Trauma and Resilience in Ethnographic Fieldwork

Cultural anthropology has long prided itself on eschewing formal methodological training. When we were in graduate school, ethnographic methods were rarely discussed as part of our education (aside from “take notes on everything”), and fieldwork was treated as a sink-or-swim proposition. Good ethnographers would succeed, bad ones would fail. And while we were pushed to pursue an anthropology “with stakes” — that is, an anthropology that studied problems that mattered in some way, to some one — nobody talked about what it might mean to do this. What might an anthropology of genocide, or violence, or other forms of human suffering do to the ethnographer’s psyche?

It never came up.

In passing conversation, I [Beatriz] would learn from fellow graduate school colleagues that they were in therapy. After fieldwork, a good friend of mine described the gut-wrenching feeling of prying an orphan’s arms off herself when she visited an orphanage. Another talked about ending his field research when he became suicidal. And I, too, experienced moments in the field that could only be described as traumatic.

My [Rebecca’s] work in eating disorder clinics brought different kinds of challenges.  Spending time with emotionally devastated people on the verge of dying from starvation, others who were actively suicidal or who craved the sensations of self-harm, and those who recounted horrific instances of child sexual abuse or sexual assault created a daily onslaught of experiences, sensations, and emotions that at times could be overwhelming.  I often cried in the car on my way home just so I had some sort of release of the negative affect before I engaged with my children.  And as a survivor of a long-term eating disorder myself, steeping myself in the world of eating disorders for research brought up difficult and painful memories of my own history that I had to explore and attend to.

Ethnographic fieldwork can be, and frequently is, emotionally difficult for fieldworkers, who may experience either direct or vicarious/secondary trauma while in the field.

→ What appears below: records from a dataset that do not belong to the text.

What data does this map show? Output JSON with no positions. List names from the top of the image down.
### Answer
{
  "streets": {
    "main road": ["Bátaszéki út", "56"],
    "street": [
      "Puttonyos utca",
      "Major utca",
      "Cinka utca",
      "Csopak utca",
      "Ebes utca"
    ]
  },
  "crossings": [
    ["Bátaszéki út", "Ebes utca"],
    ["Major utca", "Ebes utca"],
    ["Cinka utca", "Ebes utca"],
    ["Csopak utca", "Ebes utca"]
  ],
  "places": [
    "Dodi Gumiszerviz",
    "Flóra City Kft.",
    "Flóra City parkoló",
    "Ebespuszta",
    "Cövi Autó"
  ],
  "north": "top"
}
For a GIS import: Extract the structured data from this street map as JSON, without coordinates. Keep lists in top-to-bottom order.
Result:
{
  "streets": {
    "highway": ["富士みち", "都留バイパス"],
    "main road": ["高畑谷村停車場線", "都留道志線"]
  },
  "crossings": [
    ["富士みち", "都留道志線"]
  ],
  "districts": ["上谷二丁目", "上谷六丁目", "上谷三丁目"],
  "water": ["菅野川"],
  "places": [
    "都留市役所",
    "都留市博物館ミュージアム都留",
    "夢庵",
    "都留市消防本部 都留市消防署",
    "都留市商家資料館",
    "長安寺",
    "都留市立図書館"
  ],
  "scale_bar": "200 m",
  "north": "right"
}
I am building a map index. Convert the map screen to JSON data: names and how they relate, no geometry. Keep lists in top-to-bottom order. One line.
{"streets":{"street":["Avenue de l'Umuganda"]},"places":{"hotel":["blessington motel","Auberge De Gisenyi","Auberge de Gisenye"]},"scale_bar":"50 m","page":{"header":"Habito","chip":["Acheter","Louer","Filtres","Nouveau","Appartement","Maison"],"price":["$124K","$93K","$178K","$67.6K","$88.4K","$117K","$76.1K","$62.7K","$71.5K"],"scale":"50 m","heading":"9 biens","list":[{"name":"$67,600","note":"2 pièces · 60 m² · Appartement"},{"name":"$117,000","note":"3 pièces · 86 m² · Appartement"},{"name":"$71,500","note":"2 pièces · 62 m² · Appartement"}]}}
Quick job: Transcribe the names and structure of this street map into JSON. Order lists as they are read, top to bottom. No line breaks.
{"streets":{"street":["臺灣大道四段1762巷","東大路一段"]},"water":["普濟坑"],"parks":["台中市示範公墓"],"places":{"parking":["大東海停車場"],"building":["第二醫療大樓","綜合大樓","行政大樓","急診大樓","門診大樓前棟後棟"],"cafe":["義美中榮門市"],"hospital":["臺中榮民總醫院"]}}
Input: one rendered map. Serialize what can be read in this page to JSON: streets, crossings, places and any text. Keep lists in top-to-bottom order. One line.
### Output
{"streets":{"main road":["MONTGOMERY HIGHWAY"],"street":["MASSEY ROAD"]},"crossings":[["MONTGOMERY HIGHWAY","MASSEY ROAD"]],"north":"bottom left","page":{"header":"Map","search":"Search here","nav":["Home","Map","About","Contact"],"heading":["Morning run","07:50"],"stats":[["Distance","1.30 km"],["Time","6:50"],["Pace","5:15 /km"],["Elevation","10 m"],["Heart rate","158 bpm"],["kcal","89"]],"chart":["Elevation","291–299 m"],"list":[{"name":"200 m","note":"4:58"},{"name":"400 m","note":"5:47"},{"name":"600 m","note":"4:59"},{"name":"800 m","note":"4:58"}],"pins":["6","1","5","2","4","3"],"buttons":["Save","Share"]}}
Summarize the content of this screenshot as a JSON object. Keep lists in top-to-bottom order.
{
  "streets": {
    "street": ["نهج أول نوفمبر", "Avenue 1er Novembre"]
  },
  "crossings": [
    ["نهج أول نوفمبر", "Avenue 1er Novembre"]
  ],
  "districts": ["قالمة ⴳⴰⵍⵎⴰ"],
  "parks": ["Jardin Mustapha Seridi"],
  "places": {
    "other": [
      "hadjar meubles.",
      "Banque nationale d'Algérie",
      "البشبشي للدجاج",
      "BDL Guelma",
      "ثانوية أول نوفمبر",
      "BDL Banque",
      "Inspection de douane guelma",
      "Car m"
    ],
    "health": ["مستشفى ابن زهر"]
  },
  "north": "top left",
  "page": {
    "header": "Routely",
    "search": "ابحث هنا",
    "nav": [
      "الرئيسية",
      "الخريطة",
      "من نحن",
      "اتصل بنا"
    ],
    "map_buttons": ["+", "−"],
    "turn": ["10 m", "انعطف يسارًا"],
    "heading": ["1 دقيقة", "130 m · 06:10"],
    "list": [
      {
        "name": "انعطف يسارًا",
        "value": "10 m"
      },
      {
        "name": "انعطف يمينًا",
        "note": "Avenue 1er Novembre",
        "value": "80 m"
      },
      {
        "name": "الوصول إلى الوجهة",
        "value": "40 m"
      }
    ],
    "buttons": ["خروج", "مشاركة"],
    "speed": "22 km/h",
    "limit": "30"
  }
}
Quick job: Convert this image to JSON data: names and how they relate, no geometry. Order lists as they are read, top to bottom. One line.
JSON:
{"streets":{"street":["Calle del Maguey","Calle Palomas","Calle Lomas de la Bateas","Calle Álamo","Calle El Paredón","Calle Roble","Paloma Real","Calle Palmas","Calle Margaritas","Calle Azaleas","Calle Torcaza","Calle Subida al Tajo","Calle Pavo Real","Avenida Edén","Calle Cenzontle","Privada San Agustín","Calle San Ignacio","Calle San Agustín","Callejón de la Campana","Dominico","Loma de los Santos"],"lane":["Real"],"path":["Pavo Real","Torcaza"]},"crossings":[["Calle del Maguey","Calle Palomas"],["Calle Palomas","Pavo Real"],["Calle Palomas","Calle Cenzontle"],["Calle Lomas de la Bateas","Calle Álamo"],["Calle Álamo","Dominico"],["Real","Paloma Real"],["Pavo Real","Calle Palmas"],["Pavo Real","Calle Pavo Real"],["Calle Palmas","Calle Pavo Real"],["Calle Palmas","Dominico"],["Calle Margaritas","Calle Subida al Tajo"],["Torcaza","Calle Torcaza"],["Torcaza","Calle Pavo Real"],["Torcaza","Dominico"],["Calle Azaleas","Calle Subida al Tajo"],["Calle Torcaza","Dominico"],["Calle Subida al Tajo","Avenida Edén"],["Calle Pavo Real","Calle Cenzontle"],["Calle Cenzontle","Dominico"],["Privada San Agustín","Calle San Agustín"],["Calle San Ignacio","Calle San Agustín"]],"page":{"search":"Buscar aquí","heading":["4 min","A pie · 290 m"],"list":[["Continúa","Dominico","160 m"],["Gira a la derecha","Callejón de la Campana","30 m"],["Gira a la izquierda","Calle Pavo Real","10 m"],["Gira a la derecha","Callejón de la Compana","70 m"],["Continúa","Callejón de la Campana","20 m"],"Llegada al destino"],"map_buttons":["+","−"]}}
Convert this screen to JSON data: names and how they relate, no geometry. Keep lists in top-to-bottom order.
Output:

Even under the best of circumstances, navigating a new field setting with little if any training on how to emotionally manage the many challenges inherent in fieldwork can be significantly destabilizing, and the effects of such experiences can be long lasting. And yet, a culture of silence about the emotional toll of fieldwork and the importance of mental health has remained prevalent throughout our field. At the same time, anthropology remains a primarily white space, and Black and Brown anthropologists face additional structural obstacles and challenges that compound with the naturally fraught nature of (white) academic culture and fieldwork in general.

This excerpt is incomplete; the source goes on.